In developing this report, Climate Bonds Initiative used as main sources of information: the Australia and New Zealand InfrastructurePipeline (ANZIP), the National Infrastructure Unit, New Zealand Infrastructure Commission, New Zealand Wind Energy Association and the New Zealand Green Buildings Council.

Climate Bonds thanks the following partners for their content support: New Zealand Green Building Council (NZGBC), Investor Group on Climate Change and Responsible Investment Association Australasia.

The project pipeline considers five key sectors: renewable energy, low-carbon transport, sustainable water management, sustainable waste management and green buildings. 

The Climate Bonds Taxonomy was used to identify eligible green projects under these five sectors.  To help define the scope and volume of projects, the following filters were also applied:

  • For renewable energy - energy generation capacity >50MW
  • For low-carbon transport: >NZD100m 
  • For sustainable water management: >NZD50m
  • For sustainable waste management: >NZD50m

·       For low-carbon or green buildings – 6-star rated Green Star certified under the NZGBC Green Star certification scheme

To narrow the scope and volume of projects the following filters were also applied: 

There are various ways for an investor to gain exposure to a specific project, asset or portfolio. The possible investment pathways will vary depending on the asset ownership structure, the stage in the asset’s financing lifecycle, and the investor’s mandate. This can vary between projects with public and private funding. 

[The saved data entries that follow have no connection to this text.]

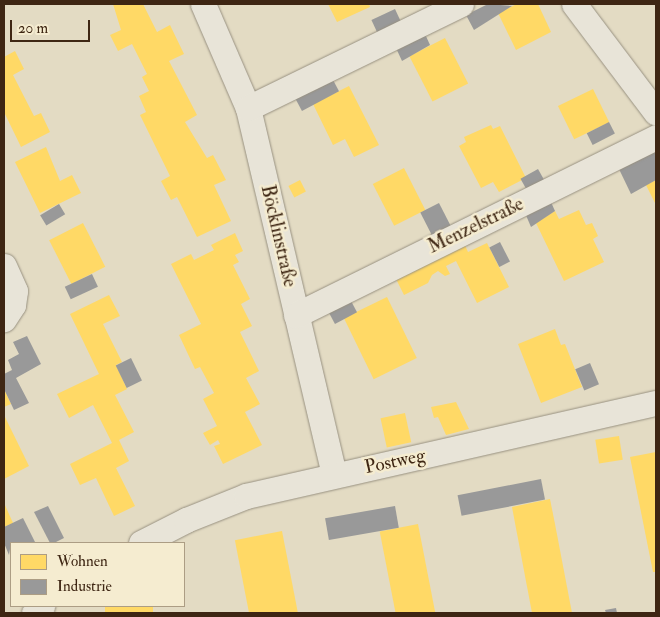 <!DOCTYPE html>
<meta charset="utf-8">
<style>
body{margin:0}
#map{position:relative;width:660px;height:617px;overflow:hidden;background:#e3dbc3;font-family:"IM FELL Double Pica",serif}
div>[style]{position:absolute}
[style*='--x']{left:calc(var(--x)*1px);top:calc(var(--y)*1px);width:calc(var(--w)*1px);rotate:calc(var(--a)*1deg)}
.homes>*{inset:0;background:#ffd966;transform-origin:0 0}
.industry>*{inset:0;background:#999;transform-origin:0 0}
.roads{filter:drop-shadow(0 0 1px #989181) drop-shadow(0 0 1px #989181)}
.street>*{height:25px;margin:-12.5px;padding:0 12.5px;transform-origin:12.5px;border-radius:12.5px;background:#e8e4d8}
span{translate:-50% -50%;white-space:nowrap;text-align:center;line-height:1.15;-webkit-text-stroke:5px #f5ecd0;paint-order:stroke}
.street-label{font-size:19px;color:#3e2613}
.frame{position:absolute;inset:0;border:5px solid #3e2613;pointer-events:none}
.legend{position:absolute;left:10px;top:542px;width:175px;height:65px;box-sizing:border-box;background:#f5ecd0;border:1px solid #ac9d84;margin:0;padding:6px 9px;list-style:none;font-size:15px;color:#3e2613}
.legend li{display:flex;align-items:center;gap:10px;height:25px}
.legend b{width:25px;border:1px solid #ac9d84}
.scale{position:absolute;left:10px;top:20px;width:80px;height:22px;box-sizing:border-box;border:2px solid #3e2613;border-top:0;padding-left:6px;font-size:15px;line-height:18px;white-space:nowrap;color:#3e2613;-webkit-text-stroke:4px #f5ecd0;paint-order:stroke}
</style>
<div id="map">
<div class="homes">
<i style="clip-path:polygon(113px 4px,143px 4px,157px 32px,170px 25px,184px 54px,169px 61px,197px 115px,185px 122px,207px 158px,213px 155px,226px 180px,214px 185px,231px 221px,197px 237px,177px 197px,171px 200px,161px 181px,170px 176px,140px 115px,146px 112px,139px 96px,149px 91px,142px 77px,147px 74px,132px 44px,118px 51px,110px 35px,121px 30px)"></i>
<i style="clip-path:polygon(328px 4px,369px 4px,370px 7px,337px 22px)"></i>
<i style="clip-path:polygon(517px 4px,538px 4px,551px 32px,516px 50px,498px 13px)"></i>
<i style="left:445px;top:38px;width:51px;height:40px;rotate:63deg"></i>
<i style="clip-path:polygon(15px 51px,24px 69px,13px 75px,34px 116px,41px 113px,50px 132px,21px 147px,4px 112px,4px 57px)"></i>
<i style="clip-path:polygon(349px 86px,379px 145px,354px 157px,345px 139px,333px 145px,313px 104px)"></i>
<i style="left:593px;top:89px;width:37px;height:39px;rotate:64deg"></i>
<i style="clip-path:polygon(491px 125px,493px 129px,500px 126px,526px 178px,499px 192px,493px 182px,481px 188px,459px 146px,466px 142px,464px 137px)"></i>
<i style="clip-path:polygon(46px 147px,60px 181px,72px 175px,81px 193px,40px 213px,15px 162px)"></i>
<i style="left:404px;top:168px;width:47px;height:35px;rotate:63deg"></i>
<i style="left:300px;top:180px;width:13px;height:13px;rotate:63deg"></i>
<i style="clip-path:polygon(656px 180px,656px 205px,646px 185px)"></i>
<i style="clip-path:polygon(579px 210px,586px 225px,592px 223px,598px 236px,593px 239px,604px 262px,564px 281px,536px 223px,555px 211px,559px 219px)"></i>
<i style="left:83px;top:223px;width:49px;height:38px;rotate:63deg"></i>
<i style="clip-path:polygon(235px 233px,243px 251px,235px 255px,239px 262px,233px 265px,250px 299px,241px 304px,252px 326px,240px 332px,259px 371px,246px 378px,260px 404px,245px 412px,262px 445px,223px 464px,214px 446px,220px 444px,218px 440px,210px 445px,203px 433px,217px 426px,203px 399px,214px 393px,200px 367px,195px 369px,179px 335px,201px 324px,171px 264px,191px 254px,194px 260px,214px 250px,211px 245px)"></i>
<i style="clip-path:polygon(464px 243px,468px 252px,487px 243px,509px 287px,477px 303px,456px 261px,446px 266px,450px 274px,445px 276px,438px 271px,432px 275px,428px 283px,404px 295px,395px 277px)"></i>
<i style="clip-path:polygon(109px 295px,120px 316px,103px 324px,122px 362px,116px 365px,127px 389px,115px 395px,134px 432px,119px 440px,129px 461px,116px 468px,135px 506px,114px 516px,96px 478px,80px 485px,70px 464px,112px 443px,93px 405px,69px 418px,57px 394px,99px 374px,70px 314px)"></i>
<i style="left:387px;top:297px;width:68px;height:48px;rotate:64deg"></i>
<i style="clip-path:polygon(555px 329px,561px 345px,565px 344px,582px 387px,541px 403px,518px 344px)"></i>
<i style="clip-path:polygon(4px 389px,11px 404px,4px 407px)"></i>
<i style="clip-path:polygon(456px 402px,469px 429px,446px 435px,438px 417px,434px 418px,431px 407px)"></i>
<i style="left:405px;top:413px;width:30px;height:25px;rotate:78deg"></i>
<i style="clip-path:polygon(4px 415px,29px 466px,4px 479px)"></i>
<i style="left:619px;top:436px;width:24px;height:24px;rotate:81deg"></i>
<i style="clip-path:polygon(656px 452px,656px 572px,653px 572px,630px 457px)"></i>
<i style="clip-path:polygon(550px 499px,555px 524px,572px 613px,532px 613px,512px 507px)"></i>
<i style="clip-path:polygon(4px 503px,13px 523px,4px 527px)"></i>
<i style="left:418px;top:524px;width:91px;height:39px;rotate:79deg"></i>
<i style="left:282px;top:531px;width:84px;height:48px;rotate:79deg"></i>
<i style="left:105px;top:606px;width:48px;height:7px"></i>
</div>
<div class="industry">
<i style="clip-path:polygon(488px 4px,512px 6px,474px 30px,466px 15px)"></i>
<i style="left:395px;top:9px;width:14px;height:26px;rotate:65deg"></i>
<i style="clip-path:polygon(425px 34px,430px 45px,402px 61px,396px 48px)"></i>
<i style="left:332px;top:78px;width:15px;height:42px;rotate:62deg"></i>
<i style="left:609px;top:122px;width:13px;height:25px;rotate:63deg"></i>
<i style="clip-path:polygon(655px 149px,656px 180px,631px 194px,618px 167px)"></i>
<i style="left:538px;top:169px;width:13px;height:20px;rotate:61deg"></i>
<i style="clip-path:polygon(550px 200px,555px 211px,531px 227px,525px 213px)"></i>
<i style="left:439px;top:203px;width:27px;height:21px;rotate:63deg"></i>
<i style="left:59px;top:204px;width:12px;height:22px;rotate:59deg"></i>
<i style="left:500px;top:242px;width:22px;height:12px;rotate:63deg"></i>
<i style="left:92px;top:274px;width:14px;height:30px;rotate:65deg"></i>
<i style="left:350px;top:299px;width:15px;height:25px;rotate:62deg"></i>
<i style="clip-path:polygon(27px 336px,41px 364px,16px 378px,29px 403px,14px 410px,4px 389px,4px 374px,12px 370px,8px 360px,19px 354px,13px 342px)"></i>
<i style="left:131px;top:358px;width:25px;height:17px;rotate:64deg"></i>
<i style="left:590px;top:363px;width:23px;height:16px;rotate:67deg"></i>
<i style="left:541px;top:479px;width:21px;height:85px;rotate:79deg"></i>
<i style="clip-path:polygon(48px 506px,64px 538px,54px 543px,50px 543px,34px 512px)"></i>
<i style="left:395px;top:506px;width:22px;height:71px;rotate:80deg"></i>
<i style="clip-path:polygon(23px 518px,35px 542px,11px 543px,9px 555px,4px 543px,4px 527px)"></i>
<i style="clip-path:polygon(616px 608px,617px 613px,606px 613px,605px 610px)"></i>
</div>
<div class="roads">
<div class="street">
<i style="--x:203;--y:4;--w:113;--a:66.6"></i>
<i style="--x:248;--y:108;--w:377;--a:76.8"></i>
<i style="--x:574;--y:4;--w:136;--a:53"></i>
<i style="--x:248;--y:108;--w:237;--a:-26"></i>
<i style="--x:4;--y:266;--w:27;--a:66"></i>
<i style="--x:15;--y:291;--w:14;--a:98"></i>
<i style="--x:13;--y:305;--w:17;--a:123"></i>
<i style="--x:296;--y:315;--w:402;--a:-26.3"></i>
<i style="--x:141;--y:543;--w:51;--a:-27.1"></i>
<i style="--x:186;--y:520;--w:65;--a:-21.8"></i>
<i style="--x:246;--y:496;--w:420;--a:-12.8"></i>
<i style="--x:34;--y:613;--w:11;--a:-41"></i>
</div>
</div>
<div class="street-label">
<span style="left:476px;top:226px;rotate:-26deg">Menzelstraße</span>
<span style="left:278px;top:236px;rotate:77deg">Böcklinstraße</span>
<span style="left:395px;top:462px;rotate:-12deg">Postweg</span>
</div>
<div class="frame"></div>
<ul class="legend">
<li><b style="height:14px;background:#ffd966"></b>Wohnen</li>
<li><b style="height:14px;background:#999"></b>Industrie</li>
</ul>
<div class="scale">20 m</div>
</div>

  • Accordingly, further metrics were used to classify the green infrastructure investment opportunities by status; 
  • Completed projects: high profile, recently completed; 
  • Projects under construction: major projects that are under construction; and
  • Planned projects: major projects that have not yet begun construction but have been announced and/or have undergone business case planning and/or have been allocated budget.



[1] CBI methodology note: Unsecured debt is aggregated to the parent company in global country figures, unless the parent is a government-level entity. In this case, the issuance counts towards overall Westpac issuance. Secured debt takes into account the location of the security.